En 2021, il fonde Mare Nostrum Advisory à Dubai, une structure de Conseil en Stratégie & Développement à l’international et rejoint Wrise Wealth Management, à Singapour, en tant que vice-chairman et conseiller stratégique Afrique et Moyen Orient en 2024.

​​​​​​​AM: Comment pourrait-on définir le métier de private wealth management / gestion privée ?

​​​​​​​Fehmi Hannachi: Le métier de Wealth Management est une niche active dans le monde des services financiers. Il englobe une offre de conseils, d’accompagnement et d’accès à des opérateurs internationaux de premier plan (bancaires, juridiques, familly offices…) dont les savoir-faire s’articulent autour de la gestion d’actifs ainsi que la planification financière. Ces services s’adressent par essence aux entrepreneurs et aux patrimoines aisés, avec un aspect stratégie particulièrement important.

La notion de private wealth management recoupe-t-elle celle du family office ?

La notion de "Family Office" est au cœur de ce métier car la dimension de préservation, consolidation et transmission d’un patrimoine est tout aussi, voir plus importante, que son expansion. Il s’agit de construire une relation de confiance avec ses clients qui va bien au-delà de la simple dimension de gestion financière.

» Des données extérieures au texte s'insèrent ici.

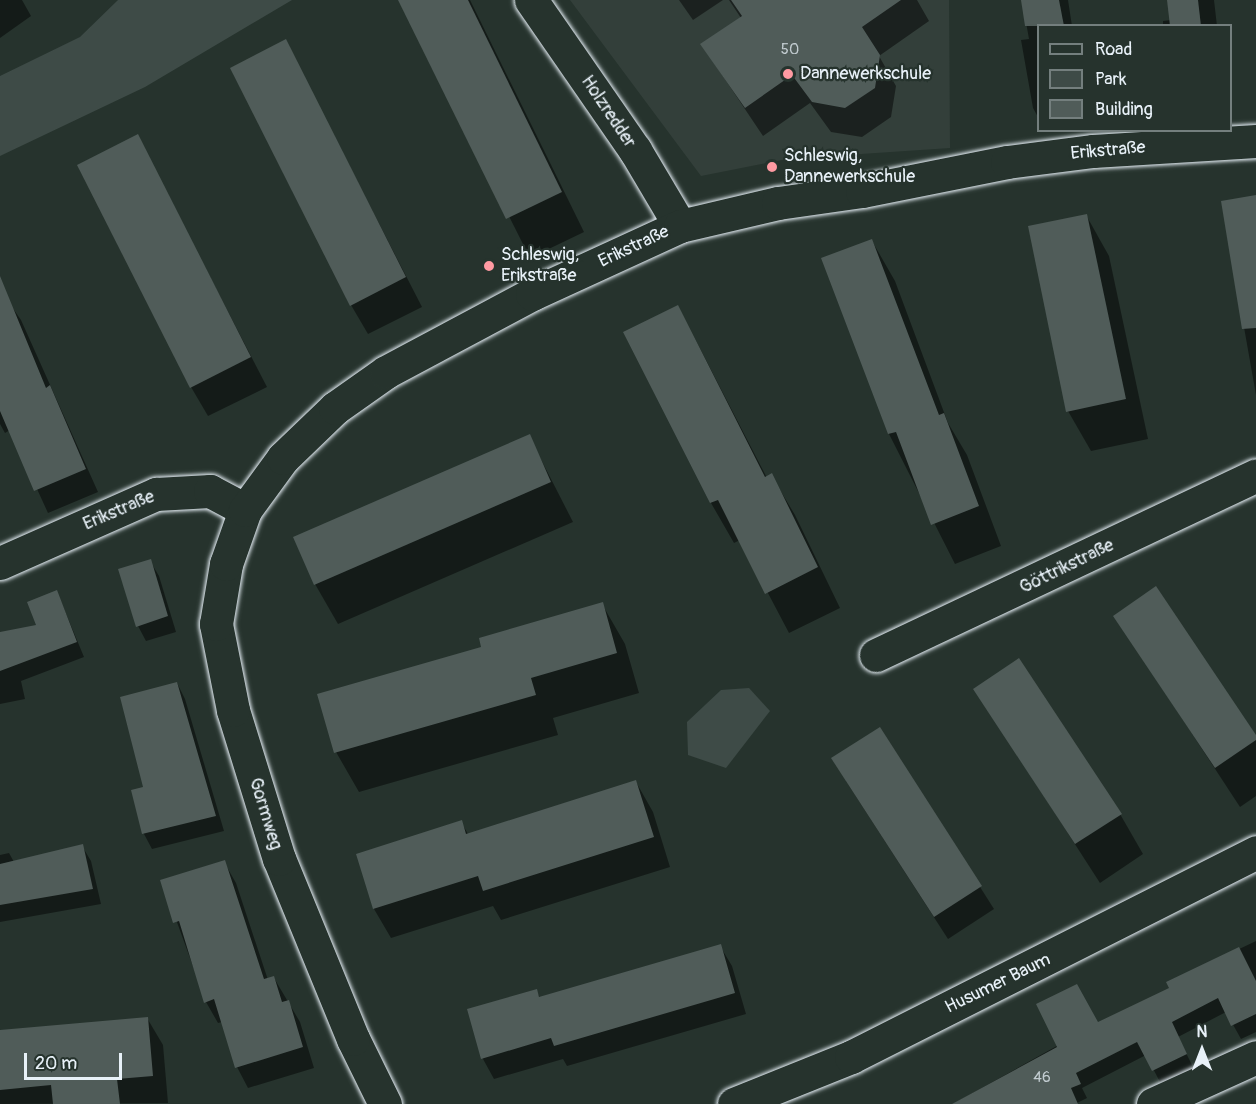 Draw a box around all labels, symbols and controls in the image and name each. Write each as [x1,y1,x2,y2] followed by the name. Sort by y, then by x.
[1037,24,1232,132] legend
[1095,38,1132,61] text: Road
[781,41,799,59] house number: 50
[800,63,931,85] place label: Dannewerkschule
[781,67,795,81] marker: Dannewerkschule
[1095,68,1127,91] text: Park
[576,72,640,152] street label: Holzredder
[1095,98,1153,121] text: Building
[1070,137,1146,165] street label: Erikstraße
[784,146,915,188] place label: Schleswig, Dannewerkschule
[765,160,779,174] marker: Schleswig, Dannewerkschule
[595,221,673,273] street label: Erikstraße
[501,245,579,288] place label: Schleswig, Erikstraße
[482,259,496,273] marker: Schleswig, Erikstraße
[80,486,158,536] street label: Erikstraße
[1016,535,1118,599] street label: Göttrikstraße
[244,775,286,853] street label: Gormweg
[942,949,1054,1019] street label: Husumer Baum
[1172,1020,1232,1080] north arrow
[1197,1022,1207,1042] text: N
[27,1041,124,1079] scale bar
[35,1052,77,1075] text: 20 m
[1033,1069,1051,1087] house number: 46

Nous sommes là pour conseiller et accompagner l’entrepreneur dans sa réussite industrielle, financière mais aussi dans ses préoccupations personnelles. S’agissant des volets familiaux et de transmission, il s’agit de pérenniser les actifs et de participer à la construction de la saga personnelle en quelque sorte. En Afrique, comme souvent dans les marchés émergents, les entreprises et les activités industrielles sont affaires de famille, et le besoin en financement et conseils (sur un plan bancaire et industriel) doit s’accompagner de ces précieux services de gestion privée.

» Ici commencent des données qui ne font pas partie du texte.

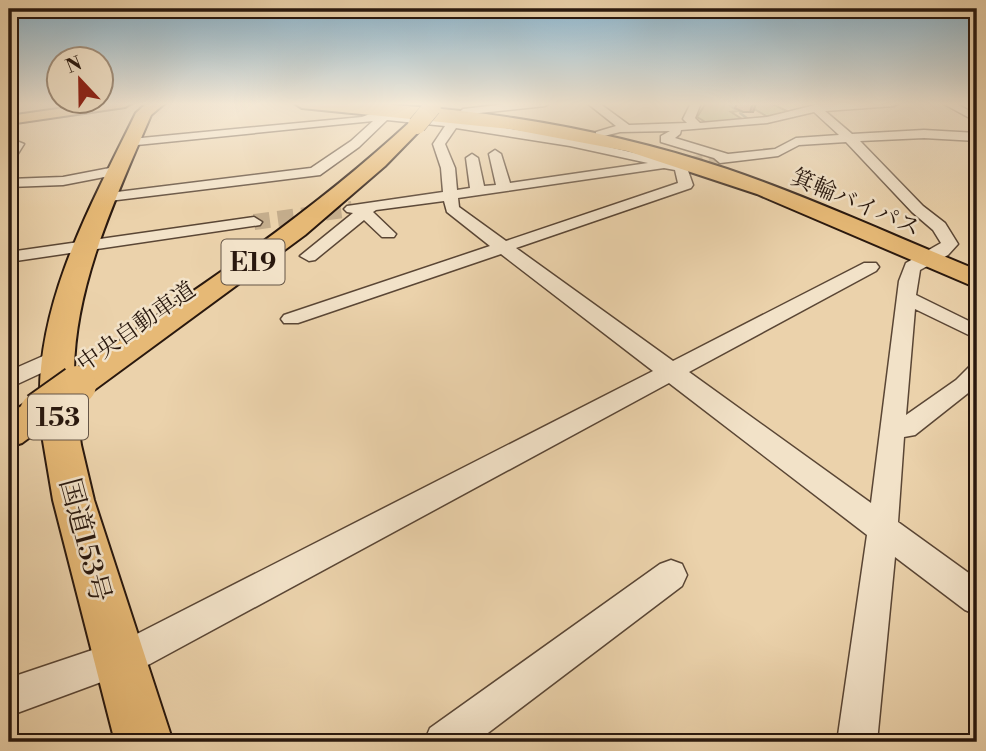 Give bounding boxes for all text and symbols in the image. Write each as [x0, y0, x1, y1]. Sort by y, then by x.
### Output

​En quoi l’Afrique représente-t-elle une opportunité dans ce domaine ?

L’Afrique est au cœur de notre stratégie de développement. J’ai eu le privilège d’accompagner de grands groupes continentaux au cours des 25 dernières années. J’ai été banquier pendant deux décennies au sein d’un grand groupe international. J’ai lancé depuis 5 ans une activité de Conseil en stratégie et développement à l’international avec Mare Nostrum Advisory. Ce parcours m’a permis d’être témoin et acteur du formidable essor de l’entreprenariat en Afrique. De voir aussi la formidable montée en puissance d’une nouvelle génération d’entrepreneurs qui n’a rien à envier à d’autres acteurs émergents voir même à des groupes dans des régions dites plus avancées. Cet essor, cette évolution rendaient d’autant plus nécessaire un accompagnement en gestion privée, d’où mon partenariat avec Wrise, Singapour, que j’ai rejoint l’année dernière en tant que Vice Chairman et Conseiller Stratégique pour l’Afrique et le Moyen Orient. Wrise est une Fintech singapourienne spécialisée en Wealth Management établie dans les places financières asiatiques majeures (Singapour, Hong Kong, Tokyo…) et depuis peu ici à Dubaï au DIFC.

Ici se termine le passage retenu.